Relationships like these are why it was important to Fr. Paul to say one of his first Masses at Pine Ridge.

He explains, “My understanding of priesthood and ministry has been greatly impacted by these meaningful and powerful relationships formed early in my life. So when Agnes Yellow Boy asked me, ‘Are you all holy now, or are you still one of us?’ (because I had been ordained), it overwhelmed me. My Native American friends and family members have taught me so much from their human experience, their lived faith reality, that it is inseparable from my own faith reality.”

Cultural Immersion trip provides “true encounters”


Fr.John Paul  recently returned “home” as a facilitator for a South Dakota Native American Ministry/Cultural Immersion trip, with Jesuit Partners interested in learning about and experiencing the cultural heritage of the Lakota Sioux, the history of their relationship with the Society of Jesus, and Native American/Jesuit collaborative ministries.

Link to photos

 

South Dakota 2011 Immersion Trip

 

Recently, Fr. Paul had the chance to share this reality when he returned “home” as a facilitator for a South Dakota Native American Ministry/Cultural Immersion trip for laypeople interested in learning about and experiencing the cultural heritage of the Lakota Sioux, the history of their relationship with the Society of Jesus, and Native American/Jesuit collaborative ministries.

“I greatly enjoyed this opportunity to accompany our Jesuit Partners as they experienced how we Jesuits are working side by side with the local people,” he recalls. “I think it was especially valuable for the people on the trip to hear the Lakota voices and see Lakota faces in our ministries there. It’s one thing for a director of a work to indicate what he is trying to do, or to see pictures of a work. It’s much more engaging for the Lakota people to share what gives them life and energy and hope in what they’re doing.”

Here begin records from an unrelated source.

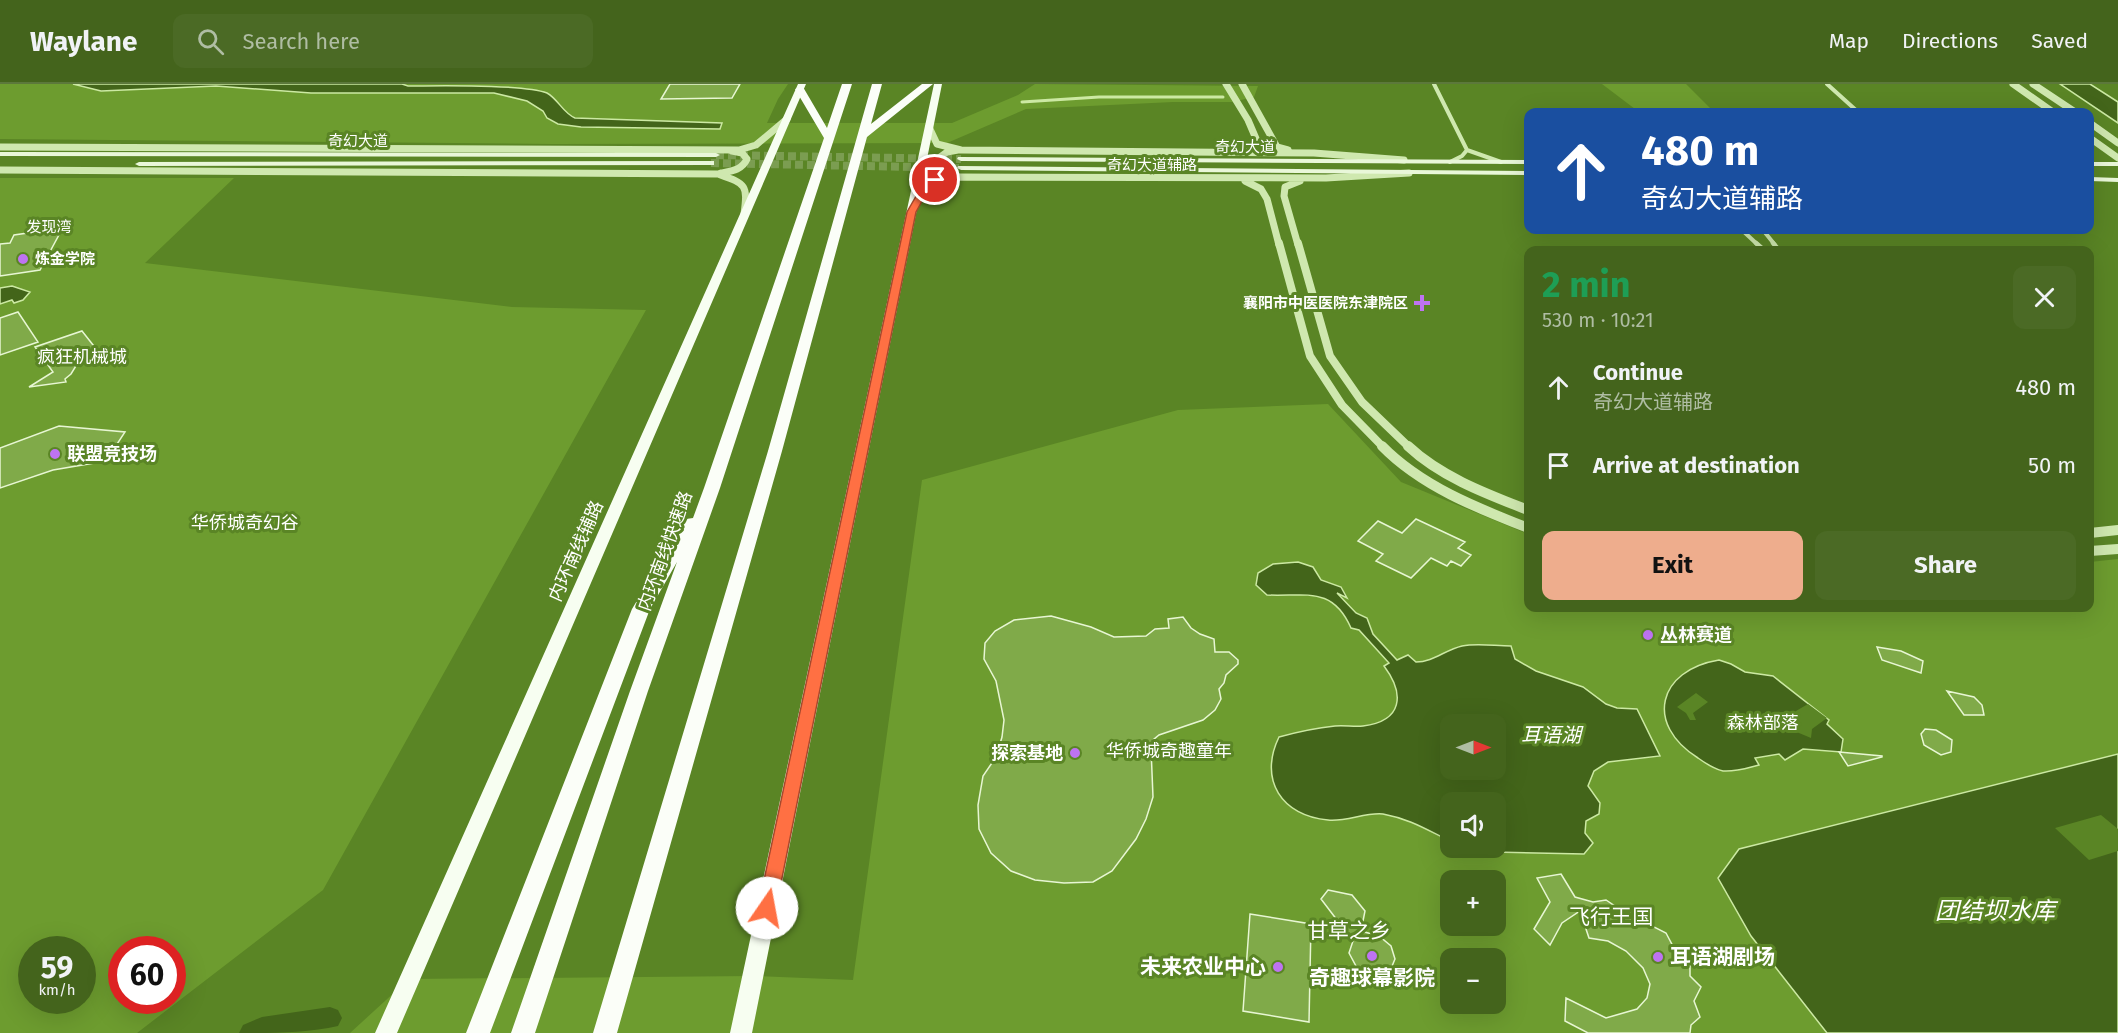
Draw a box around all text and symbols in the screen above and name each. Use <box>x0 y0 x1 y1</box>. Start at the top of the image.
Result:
search box <box>173 14 593 68</box>
text: Waylane <box>30 25 137 58</box>
icon: search <box>194 25 227 58</box>
text: Search here <box>242 28 360 55</box>
text: Map <box>1829 28 1869 54</box>
text: Directions <box>1902 28 1998 54</box>
text: Saved <box>2031 28 2088 54</box>
text: 480 m <box>1641 126 1759 176</box>
street label: 奇幻大道 <box>328 132 388 150</box>
icon: ahead <box>1542 132 1620 210</box>
street label: 奇幻大道 <box>1215 138 1275 156</box>
pin <box>909 154 960 205</box>
street label: 奇幻大道辅路 <box>1107 156 1197 174</box>
icon: arrive <box>918 163 951 196</box>
text: 奇幻大道辅路 <box>1641 183 1803 215</box>
park label: 发现湾 <box>26 218 72 236</box>
place label: 炼金学院 <box>35 250 95 268</box>
marker: 炼金学院 <box>16 252 30 266</box>
text: 2 min <box>1542 263 1631 307</box>
button: close <box>2013 266 2076 329</box>
place label: 襄阳市中医医院东津院区 <box>1243 294 1408 312</box>
marker: 襄阳市中医医院东津院区 <box>1413 294 1431 312</box>
text: 530 m · 10:21 <box>1542 308 1654 332</box>
park label: 疯狂机械城 <box>37 346 127 368</box>
text: Continue <box>1593 359 1683 386</box>
icon: ahead <box>1542 371 1575 404</box>
text: 480 m <box>2015 374 2076 401</box>
text: 奇幻大道辅路 <box>1593 390 1713 414</box>
place label: 联盟竞技场 <box>67 443 157 465</box>
marker: 联盟竞技场 <box>48 447 62 461</box>
icon: arrive <box>1542 449 1575 482</box>
text: Arrive at destination <box>1593 452 1800 479</box>
text: 50 m <box>2028 452 2076 479</box>
street label: 内环南线快速路 <box>633 488 697 614</box>
street label: 内环南线辅路 <box>544 497 608 605</box>
park label: 华侨城奇幻谷 <box>191 512 299 534</box>
button: Exit <box>1542 531 1803 600</box>
button: Share <box>1815 531 2076 600</box>
place label: 丛林赛道 <box>1660 624 1732 646</box>
marker: 丛林赛道 <box>1641 628 1655 642</box>
park label: 森林部落 <box>1727 712 1799 734</box>
north arrow <box>1440 714 1506 780</box>
map controls <box>1440 714 1506 1014</box>
water label: 耳语湖 <box>1521 723 1584 747</box>
park label: 华侨城奇趣童年 <box>1106 740 1232 762</box>
place label: 探索基地 <box>991 742 1063 764</box>
marker: 探索基地 <box>1068 746 1082 760</box>
button: sound <box>1440 792 1506 858</box>
button: + <box>1440 870 1506 936</box>
position arrow <box>735 876 799 940</box>
water label: 团结坝水库 <box>1935 897 2059 925</box>
park label: 飞行王国 <box>1569 904 1653 930</box>
park label: 甘草之乡 <box>1307 918 1391 944</box>
speed limit sign: 60 <box>108 936 186 1014</box>
place label: 耳语湖剧场 <box>1670 944 1775 970</box>
button: − <box>1440 948 1506 1014</box>
marker: 奇趣球幕影院 <box>1365 949 1379 963</box>
text: 59 <box>41 950 73 986</box>
marker: 耳语湖剧场 <box>1651 950 1665 964</box>
place label: 未来农业中心 <box>1140 954 1266 980</box>
marker: 未来农业中心 <box>1271 960 1285 974</box>
place label: 奇趣球幕影院 <box>1309 965 1435 991</box>
text: km/h <box>38 981 76 999</box>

He adds, “It’s hard to be there and not feel an overwhelming sense of the difficulties people face. But there is also a very real voice of hope, growth and excitement in what is happening. When local people start sharing their stories, it begins creating relationships. After all, how can you not be affected by another person’s story?”

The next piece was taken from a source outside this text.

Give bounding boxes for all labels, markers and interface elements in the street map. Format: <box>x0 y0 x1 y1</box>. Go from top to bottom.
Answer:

And that is the nature of “immersion” for a trip like this. Says Fr. Paul, “Our Superior General Adolfo Nicolas, SJ, has been talking lately about how an immersion experience is really an ‘encounter’ with someone very different—and this encounter leaves both parties changed.”

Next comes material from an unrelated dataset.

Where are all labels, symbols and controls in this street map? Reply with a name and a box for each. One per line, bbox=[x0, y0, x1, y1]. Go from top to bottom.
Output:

There are several ways for people to go about interacting with each other,” he continues. “You can simply live according to ‘tolerance’ – ‘I’m from my background, you’re from yours, we do our own thing and, if we connect, fine.’ Or worse, one person can try to impose his or her cultural milieu on another—‘you’re here now so you do it our way, end of conversation.’ But a ‘true encounter’ enables people to learn from each other’s outlook, and experiences that have shaped that outlook, in order to be affected by it. And that’s what we are trying to do with the various immersion experiences the Province is hosting – in the Kohima region of India, in East Africa and in South Dakota.” 

Being back “home” on this recent trip, in that new context, offered an immersion experience for Fr. Paul as well. “I felt changed, too,” he says. “This trip allowed me to form some personal relationships with some of our Jesuit Partners. Seeing how they were moved by their experience enriched my own.”